Tu écoutes souvent la radio, Josette. Tu as entendu comme moi qu’on parle de communautarismes.

Qu’est-ce que c’est ? Si tu es portugais, tu vas avec les Portugais, avec eux, ça va marcher. Si tu es rom, ou breton ou ch’ti, tu restes bien au chaud avec ceux de ta race, de ta culture, ceux de ton village. Pas de problème. Chaque communauté à part, on ne s’occupe pas des autres.

Le résultat ? Magnifique ! les Bretons entre eux, ils s’entendent bien, ils chantent en breton, ils se donnent des coups de main entre bretons. Mais les autres communautés ? Je ne les connais pas, je ne les fréquente pas, je m’en méfie, ils ne sont pas comme nous..

Je crois que j’ai compris : aimer son prochain, aimer ceux de sa communauté, c’est encore assez facile, mais aujourd’hui, ça ne suffit pas. Il faut renverser les barrières, apprendre à se connaître par-dessus les murs. Autrement, on aboutit à des ghettos, à des chasses réservées, à des réserves d’Indiens qui se parlent à coups de flèches.

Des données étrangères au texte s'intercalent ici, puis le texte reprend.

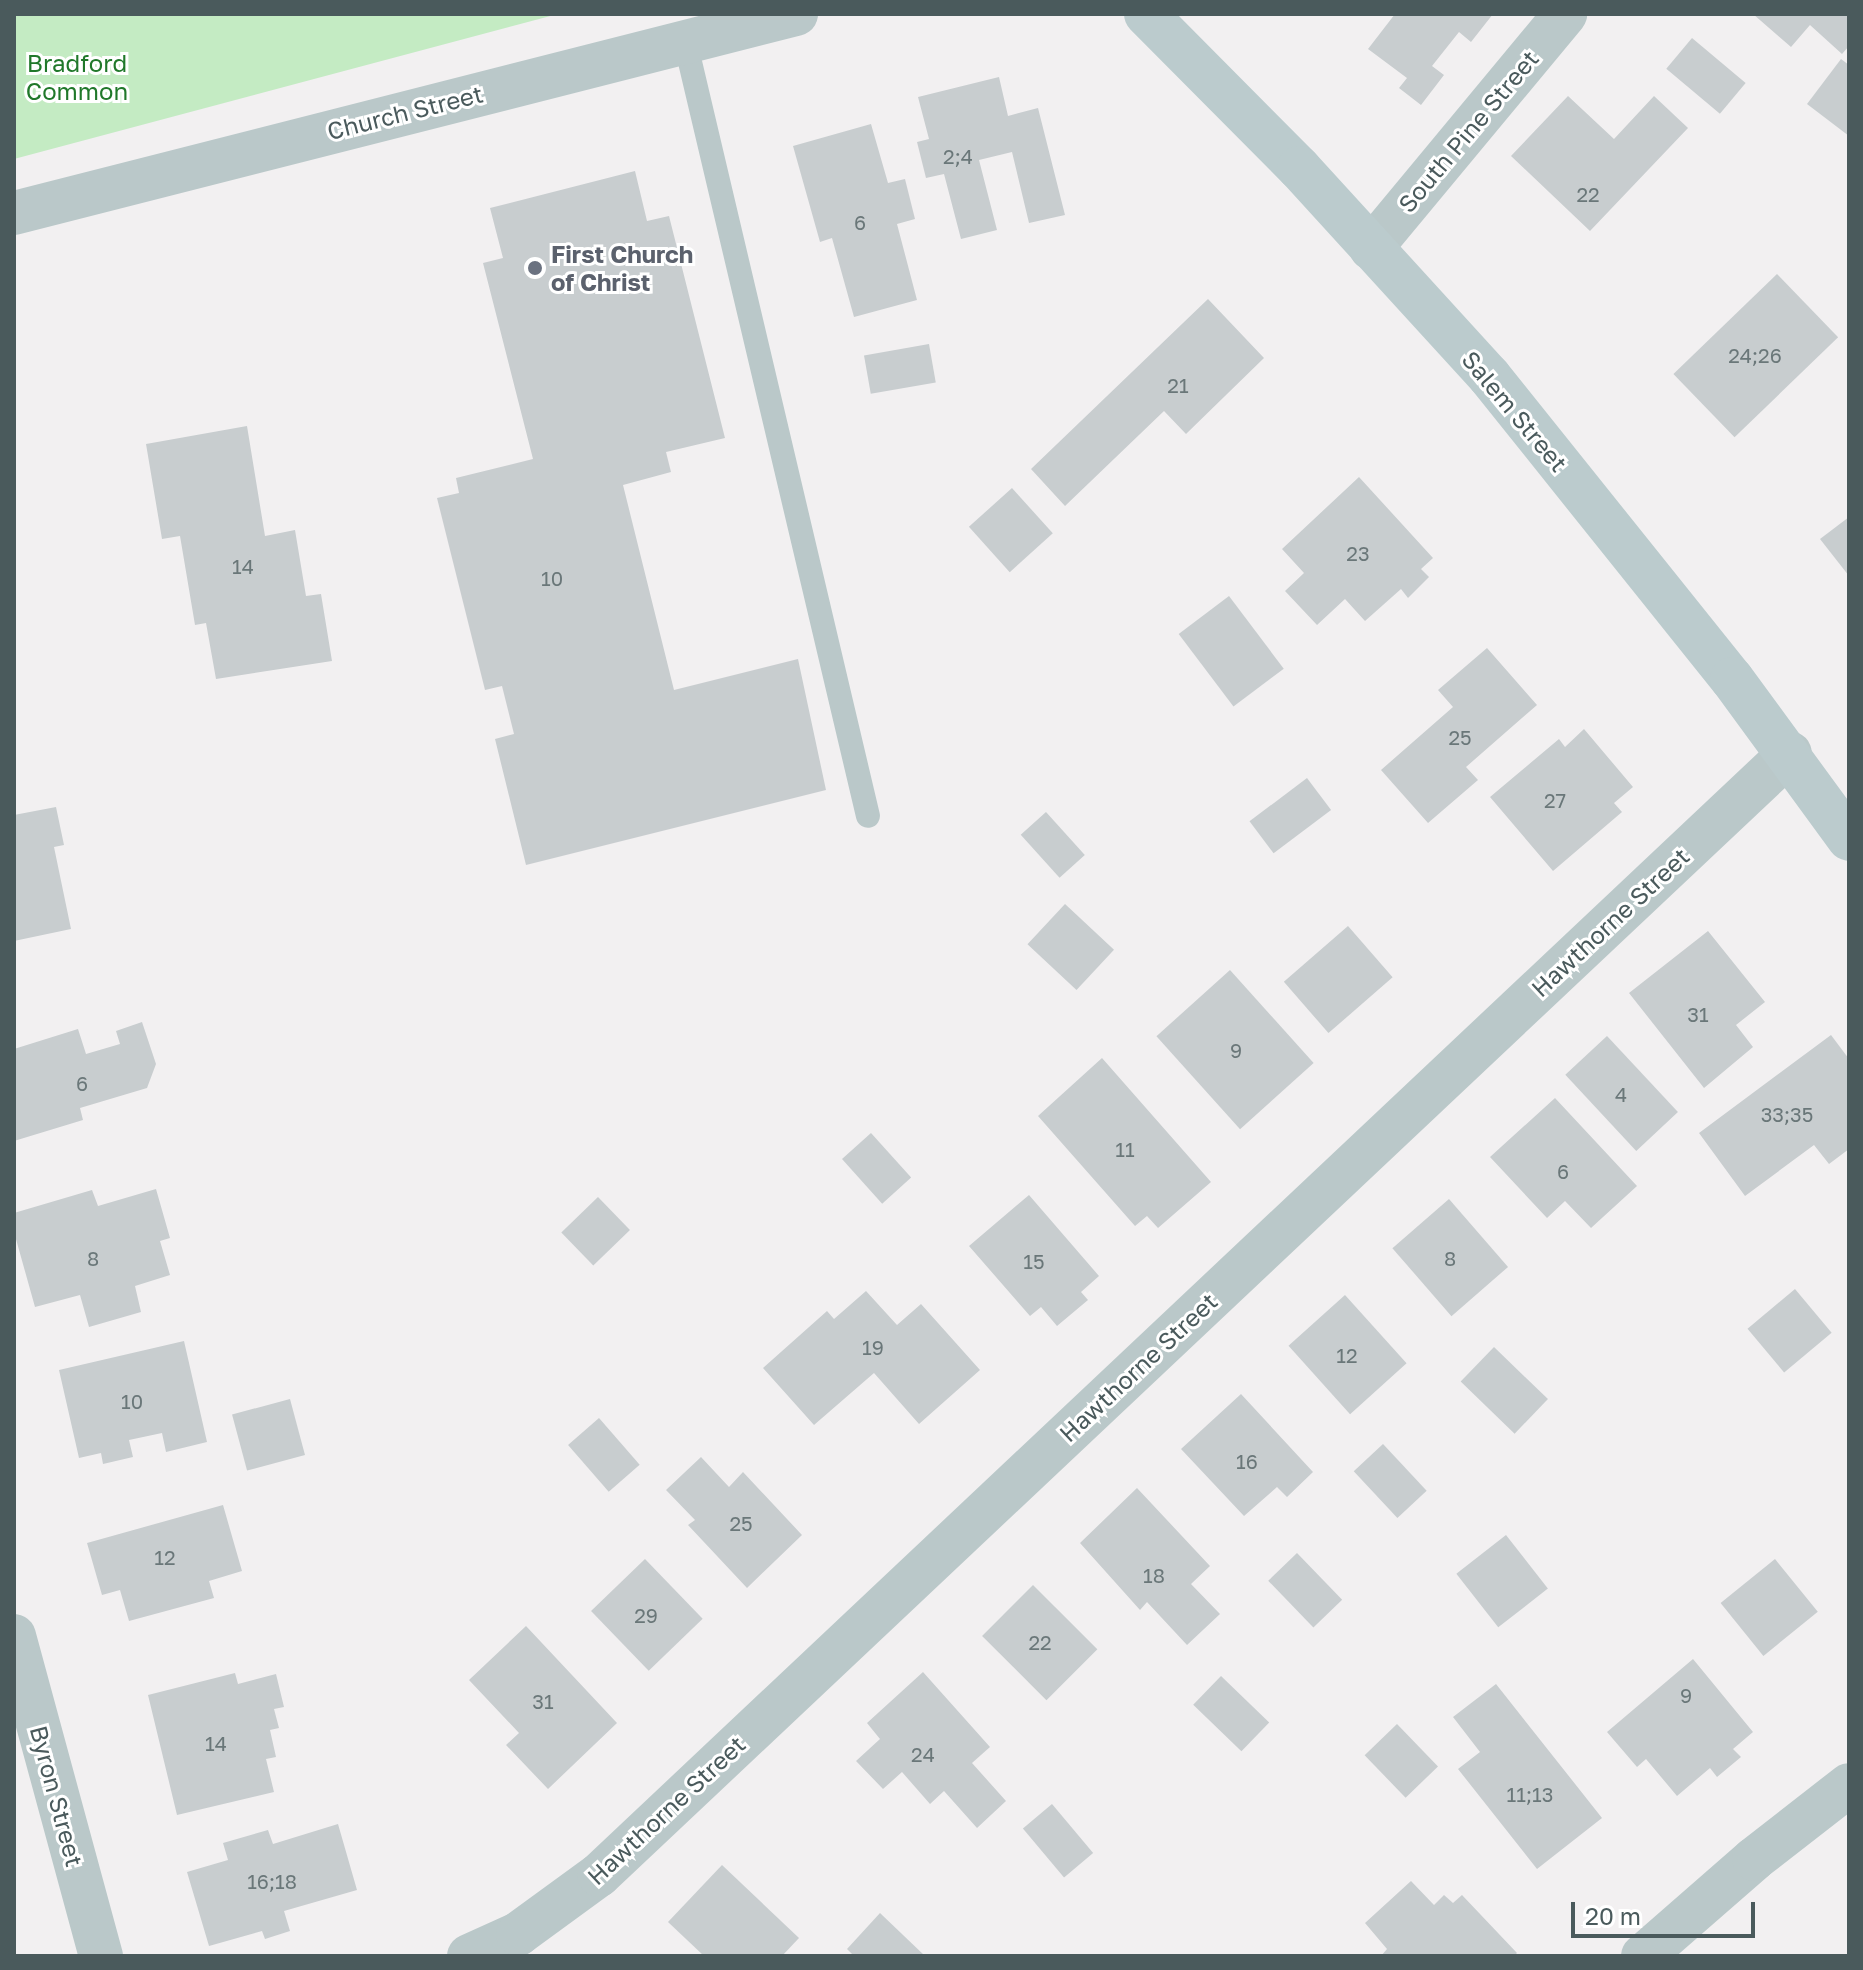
<!DOCTYPE html>
<html>
<head>
<meta charset="utf-8">
<style>
  body { margin:0 }
  #map { position:relative; width:1863px; height:1970px; overflow:hidden; background:#f2f0f1; font-family:"Golos Text",sans-serif }
  div>[style] { position:absolute }
  .green>* { inset:0; background:#c4ebc3 }
  .building>* { inset:0; background:#c8cdcf; transform-origin:0 0 }
  .service>* { height:24px; margin:-12px; padding:0 12px; transform-origin:12px; border-radius:12px; background:#bac8c9 }
  .minor>* { height:44px; margin:-22px; padding:0 22px; transform-origin:22px; border-radius:22px; background:#bac8c9 }
  .secondary>* { height:44px; margin:-22px; padding:0 22px; transform-origin:22px; border-radius:22px; background:#bbcbcd }
  .dots>* { width:22px; height:22px; translate:-50% -50%; box-sizing:border-box; border:4px solid #fff; border-radius:50% }
  span { translate:-50% -50%; white-space:nowrap; text-align:center; line-height:1.15; -webkit-text-stroke:6px #fff; paint-order:stroke }
  .number-label { font-size:20px; color:#6a7779 }
  .number-label span { -webkit-text-stroke-width:0 }
  .park-label { font-size:24px; color:#20782a }
  .street-label { font-size:24px; color:#4a5a5c }
  .worship-label { font-size:24px; color:#5b616d; font-weight:700 }
  .left { translate:0 -50%; text-align:left }
  .frame { position:absolute; inset:0; border:16px solid #4a5a5c; pointer-events:none }
  .scale { position:absolute; left:1571px; top:1902px; width:184px; height:36px; box-sizing:border-box; border:4px solid #4a5a5c; border-top:0; padding-left:10px; font-size:24px; line-height:28px; white-space:nowrap; color:#4a5a5c; -webkit-text-stroke:6px #fff; paint-order:stroke }
</style>
</head>
<body>
<div id="map">
  <div class="green">
    <div style="clip-path:polygon(14px 14px,558px 14px,14px 159px)"></div>
  </div>
  <div class="building">
    <div style="clip-path:polygon(1395px 14px,1493px 14px,1471px 42px,1459px 32px,1432px 66px,1444px 75px,1421px 105px,1399px 88px,1407px 78px,1368px 49px)"></div>
    <div style="clip-path:polygon(1753px 14px,1849px 14px,1849px 46px,1842px 54px,1810px 25px,1791px 47px)"></div>
    <div style="left:1692px;top:38px;width:70px;height:40px;rotate:40deg"></div>
    <div style="clip-path:polygon(1841px 59px,1849px 65px,1849px 136px,1807px 104px)"></div>
    <div style="clip-path:polygon(999px 77px,1008px 116px,1038px 108px,1065px 215px,1029px 223px,1012px 152px,979px 160px,997px 230px,961px 239px,944px 174px,926px 178px,917px 142px,929px 139px,918px 97px)"></div>
    <div style="clip-path:polygon(1568px 96px,1614px 139px,1654px 96px,1688px 128px,1590px 231px,1511px 156px)"></div>
    <div style="clip-path:polygon(871px 124px,888px 183px,905px 179px,915px 219px,897px 224px,917px 300px,854px 317px,832px 238px,820px 242px,793px 146px)"></div>
    <div style="clip-path:polygon(635px 171px,647px 221px,669px 216px,725px 438px,666px 452px,671px 472px,623px 485px,674px 690px,798px 659px,826px 790px,526px 865px,495px 739px,514px 734px,502px 686px,485px 690px,437px 498px,459px 493px,456px 478px,533px 459px,483px 263px,503px 258px,490px 208px)"></div>
    <div style="left:1777px;top:274px;width:88px;height:144px;rotate:46deg"></div>
    <div style="clip-path:polygon(1208px 299px,1264px 358px,1186px 434px,1164px 411px,1065px 506px,1031px 469px)"></div>
    <div style="left:929px;top:344px;width:39px;height:66px;rotate:80deg"></div>
    <div style="clip-path:polygon(247px 426px,265px 536px,295px 530px,306px 596px,321px 594px,332px 661px,216px 679px,206px 623px,195px 625px,180px 536px,162px 539px,146px 444px)"></div>
    <div style="clip-path:polygon(1359px 477px,1433px 558px,1421px 569px,1429px 577px,1408px 598px,1401px 589px,1365px 621px,1345px 599px,1317px 625px,1285px 591px,1304px 573px,1282px 549px)"></div>
    <div style="left:1012px;top:488px;width:61px;height:58px;rotate:48deg"></div>
    <div style="clip-path:polygon(1849px 517px,1849px 576px,1820px 539px)"></div>
    <div style="left:1229px;top:596px;width:91px;height:63px;rotate:53deg"></div>
    <div style="clip-path:polygon(1487px 648px,1537px 705px,1466px 767px,1478px 780px,1428px 823px,1381px 770px,1453px 707px,1438px 690px)"></div>
    <div style="clip-path:polygon(1584px 729px,1633px 787px,1614px 803px,1622px 812px,1553px 871px,1490px 797px,1559px 739px,1565px 747px)"></div>
    <div style="left:1307px;top:778px;width:40px;height:72px;rotate:53deg"></div>
    <div style="clip-path:polygon(56px 807px,64px 845px,54px 847px,71px 929px,14px 941px,14px 815px)"></div>
    <div style="left:1046px;top:812px;width:58px;height:34px;rotate:48deg"></div>
    <div style="left:1065px;top:904px;width:67px;height:55px;rotate:43deg"></div>
    <div style="left:1348px;top:926px;width:68px;height:85px;rotate:49deg"></div>
    <div style="clip-path:polygon(1708px 931px,1765px 1002px,1736px 1025px,1753px 1047px,1704px 1088px,1629px 993px)"></div>
    <div style="left:1230px;top:970px;width:125px;height:99px;rotate:48deg"></div>
    <div style="clip-path:polygon(142px 1022px,156px 1064px,147px 1088px,80px 1108px,83px 1120px,14px 1141px,14px 1049px,78px 1029px,86px 1054px,120px 1044px,116px 1031px)"></div>
    <div style="clip-path:polygon(1831px 1035px,1849px 1059px,1849px 1149px,1829px 1164px,1814px 1145px,1745px 1196px,1699px 1133px)"></div>
    <div style="left:1607px;top:1036px;width:104px;height:57px;rotate:47deg"></div>
    <div style="clip-path:polygon(1102px 1058px,1211px 1182px,1158px 1228px,1147px 1216px,1135px 1226px,1038px 1116px)"></div>
    <div style="clip-path:polygon(1555px 1098px,1637px 1186px,1591px 1228px,1565px 1201px,1547px 1218px,1490px 1157px)"></div>
    <div style="left:871px;top:1133px;width:60px;height:39px;rotate:48deg"></div>
    <div style="clip-path:polygon(156px 1189px,170px 1238px,160px 1241px,170px 1275px,135px 1286px,141px 1312px,89px 1327px,80px 1295px,35px 1307px,14px 1232px,14px 1213px,92px 1190px,98px 1206px)"></div>
    <div style="clip-path:polygon(1029px 1195px,1099px 1276px,1081px 1292px,1088px 1300px,1057px 1326px,1041px 1307px,1030px 1316px,969px 1246px)"></div>
    <div style="left:598px;top:1197px;width:46px;height:51px;rotate:46deg"></div>
    <div style="left:1449px;top:1199px;width:90px;height:75px;rotate:49deg"></div>
    <div style="left:1795px;top:1289px;width:57px;height:62px;rotate:50deg"></div>
    <div style="clip-path:polygon(866px 1291px,897px 1325px,921px 1304px,980px 1370px,919px 1424px,874px 1373px,814px 1425px,763px 1368px,827px 1311px,834px 1319px)"></div>
    <div style="left:1345px;top:1295px;width:92px;height:76px;rotate:48deg"></div>
    <div style="clip-path:polygon(184px 1341px,207px 1442px,166px 1452px,162px 1433px,129px 1440px,133px 1457px,103px 1464px,101px 1453px,79px 1458px,59px 1370px)"></div>
    <div style="left:1494px;top:1347px;width:75px;height:48px;rotate:44deg"></div>
    <div style="clip-path:polygon(1241px 1394px,1313px 1472px,1287px 1497px,1277px 1487px,1244px 1516px,1181px 1449px)"></div>
    <div style="left:290px;top:1399px;width:58px;height:60px;rotate:75deg"></div>
    <div style="left:599px;top:1418px;width:62px;height:41px;rotate:49deg"></div>
    <div style="left:1383px;top:1444px;width:64px;height:40px;rotate:47deg"></div>
    <div style="clip-path:polygon(701px 1457px,729px 1487px,743px 1472px,802px 1535px,747px 1588px,688px 1525px,695px 1520px,666px 1490px)"></div>
    <div style="clip-path:polygon(1137px 1488px,1210px 1566px,1191px 1584px,1220px 1614px,1187px 1645px,1147px 1602px,1140px 1610px,1080px 1543px)"></div>
    <div style="clip-path:polygon(223px 1505px,242px 1571px,209px 1581px,214px 1598px,129px 1621px,120px 1590px,102px 1595px,87px 1543px)"></div>
    <div style="left:1506px;top:1535px;width:68px;height:63px;rotate:52deg"></div>
    <div style="left:1297px;top:1553px;width:65px;height:40px;rotate:46deg"></div>
    <div style="left:645px;top:1559px;width:83px;height:75px;rotate:46deg"></div>
    <div style="left:1775px;top:1559px;width:68px;height:70px;rotate:51deg"></div>
    <div style="left:1033px;top:1585px;width:91px;height:72px;rotate:45deg"></div>
    <div style="clip-path:polygon(526px 1626px,617px 1723px,548px 1789px,506px 1745px,519px 1733px,469px 1680px)"></div>
    <div style="clip-path:polygon(1693px 1659px,1753px 1732px,1733px 1749px,1741px 1757px,1717px 1777px,1710px 1768px,1677px 1796px,1646px 1759px,1637px 1767px,1607px 1732px)"></div>
    <div style="clip-path:polygon(923px 1672px,990px 1747px,972px 1763px,1006px 1801px,977px 1828px,944px 1791px,930px 1804px,902px 1772px,883px 1789px,856px 1761px,880px 1739px,867px 1723px)"></div>
    <div style="clip-path:polygon(235px 1673px,238px 1684px,276px 1674px,284px 1707px,274px 1709px,279px 1728px,270px 1730px,276px 1757px,266px 1759px,274px 1792px,177px 1815px,148px 1695px)"></div>
    <div style="left:1221px;top:1676px;width:67px;height:40px;rotate:44deg"></div>
    <div style="clip-path:polygon(1496px 1684px,1602px 1818px,1537px 1869px,1458px 1769px,1480px 1752px,1453px 1717px)"></div>
    <div style="left:1397px;top:1724px;width:59px;height:45px;rotate:46deg"></div>
    <div style="left:1052px;top:1804px;width:64px;height:38px;rotate:50deg"></div>
    <div style="clip-path:polygon(338px 1824px,357px 1890px,284px 1911px,290px 1931px,265px 1939px,262px 1931px,209px 1946px,187px 1872px,228px 1860px,223px 1843px,268px 1830px,273px 1844px)"></div>
    <div style="clip-path:polygon(722px 1865px,799px 1938px,782px 1956px,704px 1956px,668px 1922px)"></div>
    <div style="clip-path:polygon(1411px 1881px,1434px 1905px,1444px 1895px,1453px 1903px,1462px 1895px,1517px 1953px,1514px 1956px,1381px 1956px,1387px 1949px,1365px 1923px)"></div>
    <div style="clip-path:polygon(880px 1913px,925px 1956px,854px 1956px,847px 1949px)"></div>
  </div>
  <div class="service">
    <div style="left:686px;top:45px;width:792px;rotate:76.72deg"></div>
  </div>
  <div class="minor">
    <div style="left:14px;top:213px;width:807px;rotate:-14.28deg"></div>
    <div style="left:1371px;top:248px;width:304px;rotate:-50.3deg"></div>
    <div style="left:14px;top:1636px;width:332px;rotate:74.8deg"></div>
    <div style="left:469px;top:1956px;width:54px;rotate:-24.2deg"></div>
    <div style="left:518px;top:1934px;width:100px;rotate:-36.1deg"></div>
    <div style="left:599px;top:1875px;width:1636px;rotate:-43.29deg"></div>
    <div style="left:1643px;top:1956px;width:147px;rotate:-41.1deg"></div>
    <div style="left:1754px;top:1859px;width:120px;rotate:-37.9deg"></div>
  </div>
  <div class="secondary">
    <div style="left:1146px;top:14px;width:217px;rotate:45.2deg"></div>
    <div style="left:1299px;top:168px;width:282px;rotate:47.6deg"></div>
    <div style="left:1489px;top:376px;width:388px;rotate:51.3deg"></div>
    <div style="left:1732px;top:679px;width:198px;rotate:53.8deg"></div>
  </div>
  <div class="dots">
    <div style="left:535px;top:268px;background:#6b7280"></div>
  </div>
  <div class="number-label">
    <span style="left:958px;top:156px">2;4</span>
    <span style="left:1588px;top:194px">22</span>
    <span style="left:860px;top:222px">6</span>
    <span style="left:1755px;top:355px">24;26</span>
    <span style="left:1178px;top:385px">21</span>
    <span style="left:1358px;top:553px">23</span>
    <span style="left:243px;top:566px">14</span>
    <span style="left:552px;top:578px">10</span>
    <span style="left:1460px;top:737px">25</span>
    <span style="left:1555px;top:800px">27</span>
    <span style="left:1698px;top:1014px">31</span>
    <span style="left:1236px;top:1050px">9</span>
    <span style="left:82px;top:1083px">6</span>
    <span style="left:1621px;top:1094px">4</span>
    <span style="left:1787px;top:1114px">33;35</span>
    <span style="left:1125px;top:1149px">11</span>
    <span style="left:1563px;top:1171px">6</span>
    <span style="left:93px;top:1258px">8</span>
    <span style="left:1450px;top:1258px">8</span>
    <span style="left:1034px;top:1261px">15</span>
    <span style="left:873px;top:1347px">19</span>
    <span style="left:1347px;top:1355px">12</span>
    <span style="left:132px;top:1401px">10</span>
    <span style="left:1247px;top:1461px">16</span>
    <span style="left:741px;top:1523px">25</span>
    <span style="left:165px;top:1557px">12</span>
    <span style="left:1154px;top:1575px">18</span>
    <span style="left:646px;top:1615px">29</span>
    <span style="left:1040px;top:1642px">22</span>
    <span style="left:1686px;top:1695px">9</span>
    <span style="left:543px;top:1701px">31</span>
    <span style="left:216px;top:1743px">14</span>
    <span style="left:923px;top:1754px">24</span>
    <span style="left:1530px;top:1794px">11;13</span>
    <span style="left:272px;top:1881px">16;18</span>
  </div>
  <div class="park-label">
    <span style="left:77px;top:77px">Bradford<br>Common</span>
  </div>
  <div class="street-label">
    <span style="left:405px;top:112px;rotate:-14deg">Church Street</span>
    <span style="left:1468px;top:131px;rotate:-50deg">South Pine Street</span>
    <span style="left:1515px;top:411px;rotate:50deg">Salem Street</span>
    <span style="left:1610px;top:922px;rotate:-43deg">Hawthorne Street</span>
    <span style="left:1138px;top:1367px;rotate:-43deg">Hawthorne Street</span>
    <span style="left:57px;top:1796px;rotate:75deg">Byron Street</span>
    <span style="left:666px;top:1810px;rotate:-43deg">Hawthorne Street</span>
  </div>
  <div class="worship-label">
    <span class="left" style="left:551px;top:268px">First Church<br>of Christ</span>
  </div>
  <div class="frame"></div>
  <div class="scale">20 m</div>
</div>
</body>
</html>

Oui, réfléchis, Aimez ses ennemis, ce n’est certainement pas facile, mais si on ne le fait pas, qu’est-ce qui va arriver ?

Tu as déjà vu en ville des beaux quartiers entourés de grillages. ? Au-dedans, ils sont bien entre eux, ils ne s’occupent pas du bidonville qui grandit là tout près. Tu voudrais une ville où chaque quartier, chaque rue deviendrait un bloc de béton fermé aux autres ? Crois-moi, Josette, apprends à aimer tes ennemis et ça ira mieux.